“Japan was a disaster. Our partner didn’t understand what we wanted,” said Fernandes at the Global Entrepreneurship Summit 2013 in Kuala Lumpur today.
AirAsia parted ways with Japan’s All Nippon Airways (ANA) when it sold its 49% stake in AirAsia Japan to ANA in June this year.
Both airlines had clashed over management and operational differences followed by losses amounting to ¥3.5 billion (RM113 million).
Fernandes, 49, has publicly said that he wants AirAsia to re-enter the Japanese market and is on the lookout for financial partners.
“We’ve just got to look for the right one this time because we screwed up the last time,” he added.
He also spoke on the airline’s failed routes in Europe, citing multiple factors for the axing of the carrier’s European routes in March 2012.
“We pulled out of London because we had the wrong aircraft, the A340. The price of oil was US$80 (RM254) at the time. Then it went up to US$130 (RM413). With a four-engine aircraft, it was just not feasible,” Fernandes said, adding that the UK government’s green tax is “discriminatory against ultra-long-haul airlines”.
But Fernandes is keen to revive AirAsia’s previously axed routes, specifically to London.
“We’ve got to be in Europe. There’s a huge demand for London,” he said.
He said in June this year that the company was looking into commencing its flights to Europe once it receives its Airbus A350 aircraft, which are expected to be delivered beyond 2017 — a timeline that Fernandes says may be too late for the carrier to re-enter the European market.
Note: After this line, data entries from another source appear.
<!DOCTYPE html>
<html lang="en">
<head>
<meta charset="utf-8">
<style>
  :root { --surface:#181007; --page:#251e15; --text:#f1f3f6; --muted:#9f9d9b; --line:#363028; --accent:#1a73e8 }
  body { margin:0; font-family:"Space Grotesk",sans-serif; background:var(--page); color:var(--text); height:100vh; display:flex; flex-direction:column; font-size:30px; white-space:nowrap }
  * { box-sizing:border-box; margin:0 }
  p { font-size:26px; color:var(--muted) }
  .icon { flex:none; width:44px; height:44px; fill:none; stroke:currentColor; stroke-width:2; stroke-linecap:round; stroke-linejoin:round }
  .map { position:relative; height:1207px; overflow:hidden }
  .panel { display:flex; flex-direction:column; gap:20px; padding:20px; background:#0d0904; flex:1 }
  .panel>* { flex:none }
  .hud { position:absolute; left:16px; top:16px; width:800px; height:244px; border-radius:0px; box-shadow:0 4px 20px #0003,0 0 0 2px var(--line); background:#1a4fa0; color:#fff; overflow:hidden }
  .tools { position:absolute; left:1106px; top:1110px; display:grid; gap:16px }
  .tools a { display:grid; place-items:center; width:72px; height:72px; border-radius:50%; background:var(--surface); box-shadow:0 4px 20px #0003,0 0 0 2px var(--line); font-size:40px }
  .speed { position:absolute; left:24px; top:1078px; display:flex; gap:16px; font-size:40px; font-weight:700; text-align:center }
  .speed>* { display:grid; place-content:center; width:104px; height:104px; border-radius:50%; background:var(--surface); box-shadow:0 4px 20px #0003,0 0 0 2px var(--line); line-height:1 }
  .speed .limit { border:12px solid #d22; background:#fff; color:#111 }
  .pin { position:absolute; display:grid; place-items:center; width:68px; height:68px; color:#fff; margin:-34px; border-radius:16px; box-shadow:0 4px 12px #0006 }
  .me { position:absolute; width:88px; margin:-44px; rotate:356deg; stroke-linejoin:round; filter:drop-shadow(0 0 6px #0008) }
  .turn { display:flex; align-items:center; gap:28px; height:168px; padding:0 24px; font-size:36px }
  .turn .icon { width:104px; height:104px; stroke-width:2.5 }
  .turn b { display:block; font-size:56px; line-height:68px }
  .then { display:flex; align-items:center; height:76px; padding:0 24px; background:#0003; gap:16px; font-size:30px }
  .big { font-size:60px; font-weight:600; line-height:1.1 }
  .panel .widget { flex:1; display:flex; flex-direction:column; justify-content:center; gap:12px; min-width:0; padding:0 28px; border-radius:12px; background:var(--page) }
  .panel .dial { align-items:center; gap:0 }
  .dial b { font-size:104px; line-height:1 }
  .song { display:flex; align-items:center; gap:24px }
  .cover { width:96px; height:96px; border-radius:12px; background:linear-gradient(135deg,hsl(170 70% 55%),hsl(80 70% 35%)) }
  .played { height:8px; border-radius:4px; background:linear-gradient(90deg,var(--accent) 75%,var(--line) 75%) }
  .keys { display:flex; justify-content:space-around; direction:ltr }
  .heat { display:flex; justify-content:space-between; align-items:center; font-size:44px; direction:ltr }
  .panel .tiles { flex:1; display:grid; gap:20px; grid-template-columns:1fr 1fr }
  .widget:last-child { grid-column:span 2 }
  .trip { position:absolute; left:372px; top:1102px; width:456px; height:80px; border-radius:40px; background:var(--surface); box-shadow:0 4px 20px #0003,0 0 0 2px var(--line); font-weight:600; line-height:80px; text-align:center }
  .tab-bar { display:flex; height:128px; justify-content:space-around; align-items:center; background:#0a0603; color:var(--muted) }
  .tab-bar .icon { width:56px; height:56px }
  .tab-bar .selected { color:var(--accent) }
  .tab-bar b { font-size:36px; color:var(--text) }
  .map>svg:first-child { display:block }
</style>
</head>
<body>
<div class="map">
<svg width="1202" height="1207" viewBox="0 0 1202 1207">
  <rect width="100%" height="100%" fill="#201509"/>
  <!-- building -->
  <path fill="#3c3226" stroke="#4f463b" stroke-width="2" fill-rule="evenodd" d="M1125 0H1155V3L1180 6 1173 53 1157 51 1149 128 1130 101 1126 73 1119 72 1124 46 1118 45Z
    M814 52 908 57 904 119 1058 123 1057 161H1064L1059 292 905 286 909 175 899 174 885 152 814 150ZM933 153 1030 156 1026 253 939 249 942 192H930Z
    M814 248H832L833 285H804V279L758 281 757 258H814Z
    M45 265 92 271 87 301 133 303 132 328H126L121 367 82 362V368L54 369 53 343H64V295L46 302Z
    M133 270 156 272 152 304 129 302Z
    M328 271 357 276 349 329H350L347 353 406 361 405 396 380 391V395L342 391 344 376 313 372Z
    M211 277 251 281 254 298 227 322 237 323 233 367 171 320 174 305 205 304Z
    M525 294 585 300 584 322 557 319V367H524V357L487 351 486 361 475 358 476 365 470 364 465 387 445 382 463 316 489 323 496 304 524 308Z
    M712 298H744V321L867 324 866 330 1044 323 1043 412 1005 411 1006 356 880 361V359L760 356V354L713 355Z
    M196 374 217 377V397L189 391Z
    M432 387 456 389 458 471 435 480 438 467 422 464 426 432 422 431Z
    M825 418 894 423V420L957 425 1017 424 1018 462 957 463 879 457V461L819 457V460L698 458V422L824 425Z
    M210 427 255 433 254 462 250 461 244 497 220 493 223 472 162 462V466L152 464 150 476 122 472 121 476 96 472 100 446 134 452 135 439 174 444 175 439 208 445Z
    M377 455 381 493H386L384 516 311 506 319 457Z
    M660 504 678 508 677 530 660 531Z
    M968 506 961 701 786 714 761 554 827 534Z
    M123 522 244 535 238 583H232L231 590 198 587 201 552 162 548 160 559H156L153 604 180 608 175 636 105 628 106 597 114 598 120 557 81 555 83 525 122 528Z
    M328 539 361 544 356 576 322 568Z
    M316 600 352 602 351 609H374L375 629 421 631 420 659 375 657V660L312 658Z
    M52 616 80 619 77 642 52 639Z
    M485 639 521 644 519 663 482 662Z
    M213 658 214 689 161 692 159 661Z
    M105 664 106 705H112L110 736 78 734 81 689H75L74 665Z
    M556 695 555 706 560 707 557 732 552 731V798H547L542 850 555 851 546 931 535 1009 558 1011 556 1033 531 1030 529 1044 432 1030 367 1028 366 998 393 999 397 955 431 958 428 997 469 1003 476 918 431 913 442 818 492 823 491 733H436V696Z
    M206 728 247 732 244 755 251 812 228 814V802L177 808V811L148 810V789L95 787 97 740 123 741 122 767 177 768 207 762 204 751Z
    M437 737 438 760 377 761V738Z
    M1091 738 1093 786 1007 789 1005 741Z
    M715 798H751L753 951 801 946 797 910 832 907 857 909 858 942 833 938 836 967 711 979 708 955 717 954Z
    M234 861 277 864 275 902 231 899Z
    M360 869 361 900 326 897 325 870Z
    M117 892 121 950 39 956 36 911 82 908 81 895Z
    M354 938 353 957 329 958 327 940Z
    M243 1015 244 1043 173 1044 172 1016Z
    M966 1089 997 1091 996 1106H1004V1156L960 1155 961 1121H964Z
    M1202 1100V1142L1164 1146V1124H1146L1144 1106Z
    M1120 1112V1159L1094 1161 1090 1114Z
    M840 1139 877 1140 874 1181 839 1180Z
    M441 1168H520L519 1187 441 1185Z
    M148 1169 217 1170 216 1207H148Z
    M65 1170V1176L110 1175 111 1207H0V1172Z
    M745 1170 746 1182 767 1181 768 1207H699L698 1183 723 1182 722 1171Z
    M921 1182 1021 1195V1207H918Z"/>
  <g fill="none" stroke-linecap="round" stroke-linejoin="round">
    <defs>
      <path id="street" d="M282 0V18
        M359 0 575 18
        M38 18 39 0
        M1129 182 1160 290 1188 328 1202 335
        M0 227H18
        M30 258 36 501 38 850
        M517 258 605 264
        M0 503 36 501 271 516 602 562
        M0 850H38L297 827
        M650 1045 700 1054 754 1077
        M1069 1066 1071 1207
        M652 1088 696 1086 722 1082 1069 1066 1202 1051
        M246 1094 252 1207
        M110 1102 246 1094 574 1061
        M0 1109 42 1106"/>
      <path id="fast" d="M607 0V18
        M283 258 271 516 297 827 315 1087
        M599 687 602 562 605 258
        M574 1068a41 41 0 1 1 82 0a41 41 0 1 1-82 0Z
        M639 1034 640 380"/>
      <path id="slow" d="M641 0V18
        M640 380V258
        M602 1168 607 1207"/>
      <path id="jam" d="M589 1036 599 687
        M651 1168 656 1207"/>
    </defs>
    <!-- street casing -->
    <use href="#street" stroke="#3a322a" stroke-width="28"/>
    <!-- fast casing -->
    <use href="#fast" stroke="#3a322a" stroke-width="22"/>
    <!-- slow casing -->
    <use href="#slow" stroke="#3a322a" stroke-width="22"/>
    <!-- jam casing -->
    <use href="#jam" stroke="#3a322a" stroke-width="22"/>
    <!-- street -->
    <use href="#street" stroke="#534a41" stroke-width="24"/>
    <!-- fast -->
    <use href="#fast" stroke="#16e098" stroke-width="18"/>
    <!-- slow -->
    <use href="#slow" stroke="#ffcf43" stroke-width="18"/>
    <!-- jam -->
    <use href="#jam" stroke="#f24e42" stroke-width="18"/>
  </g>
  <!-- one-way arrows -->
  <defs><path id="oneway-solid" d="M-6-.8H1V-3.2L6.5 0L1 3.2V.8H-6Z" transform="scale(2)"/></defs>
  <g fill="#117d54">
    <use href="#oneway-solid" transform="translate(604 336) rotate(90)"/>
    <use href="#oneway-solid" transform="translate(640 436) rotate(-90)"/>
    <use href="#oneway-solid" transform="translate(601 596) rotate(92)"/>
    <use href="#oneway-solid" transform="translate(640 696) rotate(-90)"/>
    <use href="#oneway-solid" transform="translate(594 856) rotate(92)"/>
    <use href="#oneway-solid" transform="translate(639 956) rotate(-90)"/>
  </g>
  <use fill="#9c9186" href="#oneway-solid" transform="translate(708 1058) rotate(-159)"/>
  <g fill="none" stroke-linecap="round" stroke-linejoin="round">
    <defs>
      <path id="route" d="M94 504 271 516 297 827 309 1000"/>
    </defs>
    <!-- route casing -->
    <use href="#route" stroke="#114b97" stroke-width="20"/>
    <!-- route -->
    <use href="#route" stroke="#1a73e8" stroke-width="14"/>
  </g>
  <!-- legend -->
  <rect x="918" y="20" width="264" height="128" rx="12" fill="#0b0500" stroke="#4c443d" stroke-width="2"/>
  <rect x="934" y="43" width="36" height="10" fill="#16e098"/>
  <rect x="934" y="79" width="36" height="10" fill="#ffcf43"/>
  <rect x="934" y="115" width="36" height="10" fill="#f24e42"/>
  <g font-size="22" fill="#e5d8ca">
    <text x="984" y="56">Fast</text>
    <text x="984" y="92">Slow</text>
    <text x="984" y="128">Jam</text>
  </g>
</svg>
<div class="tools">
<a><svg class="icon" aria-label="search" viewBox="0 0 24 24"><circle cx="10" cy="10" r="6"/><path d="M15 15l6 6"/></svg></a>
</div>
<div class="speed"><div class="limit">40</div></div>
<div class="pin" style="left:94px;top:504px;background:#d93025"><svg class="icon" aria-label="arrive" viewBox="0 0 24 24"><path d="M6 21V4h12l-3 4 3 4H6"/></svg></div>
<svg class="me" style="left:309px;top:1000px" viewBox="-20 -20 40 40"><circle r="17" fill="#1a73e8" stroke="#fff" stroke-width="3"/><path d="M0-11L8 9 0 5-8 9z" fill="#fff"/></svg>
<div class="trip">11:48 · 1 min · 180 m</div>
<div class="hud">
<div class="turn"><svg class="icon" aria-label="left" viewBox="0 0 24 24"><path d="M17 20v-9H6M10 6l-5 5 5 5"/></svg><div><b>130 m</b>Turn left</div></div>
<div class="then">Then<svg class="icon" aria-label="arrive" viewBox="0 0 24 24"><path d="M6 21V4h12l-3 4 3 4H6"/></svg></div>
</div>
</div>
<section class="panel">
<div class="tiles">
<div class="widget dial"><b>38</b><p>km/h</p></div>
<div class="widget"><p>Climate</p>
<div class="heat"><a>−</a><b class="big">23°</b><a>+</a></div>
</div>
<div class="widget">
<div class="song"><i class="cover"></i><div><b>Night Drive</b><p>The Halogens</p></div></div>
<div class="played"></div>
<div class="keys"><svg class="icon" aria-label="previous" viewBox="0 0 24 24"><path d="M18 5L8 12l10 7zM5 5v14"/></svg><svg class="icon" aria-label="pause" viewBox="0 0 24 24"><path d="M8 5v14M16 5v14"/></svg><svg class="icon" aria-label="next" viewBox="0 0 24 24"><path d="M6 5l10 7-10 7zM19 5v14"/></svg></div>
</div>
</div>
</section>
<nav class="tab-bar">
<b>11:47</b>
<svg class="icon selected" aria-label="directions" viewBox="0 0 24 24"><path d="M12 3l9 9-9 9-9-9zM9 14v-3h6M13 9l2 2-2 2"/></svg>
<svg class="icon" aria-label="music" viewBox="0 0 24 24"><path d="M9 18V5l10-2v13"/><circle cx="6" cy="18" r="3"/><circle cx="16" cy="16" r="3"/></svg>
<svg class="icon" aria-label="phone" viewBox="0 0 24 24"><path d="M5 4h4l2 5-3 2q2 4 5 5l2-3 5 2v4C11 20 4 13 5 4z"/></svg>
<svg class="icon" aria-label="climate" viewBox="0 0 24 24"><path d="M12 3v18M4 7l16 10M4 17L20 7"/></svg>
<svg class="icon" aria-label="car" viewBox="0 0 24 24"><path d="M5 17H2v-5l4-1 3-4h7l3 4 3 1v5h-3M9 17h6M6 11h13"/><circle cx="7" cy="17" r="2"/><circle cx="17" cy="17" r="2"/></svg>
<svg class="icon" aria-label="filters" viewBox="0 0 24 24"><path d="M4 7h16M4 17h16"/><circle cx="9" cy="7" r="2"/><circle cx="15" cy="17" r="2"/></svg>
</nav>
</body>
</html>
“We may change the seating configuration and have business class, but we do have to fly to London,” he added.
He also rubbished rumours that low-cost carrier Malindo Air poses a threat to AirAsia, saying: “I have zero interest in Malindo… our competition is ourselves.”
Malindo is a new joint-venture between Lion Air, Indonesia’s low-cost carrier, and Malaysia’s National Aerospace and Defence Industries (NADI). The airline started operating in March this year.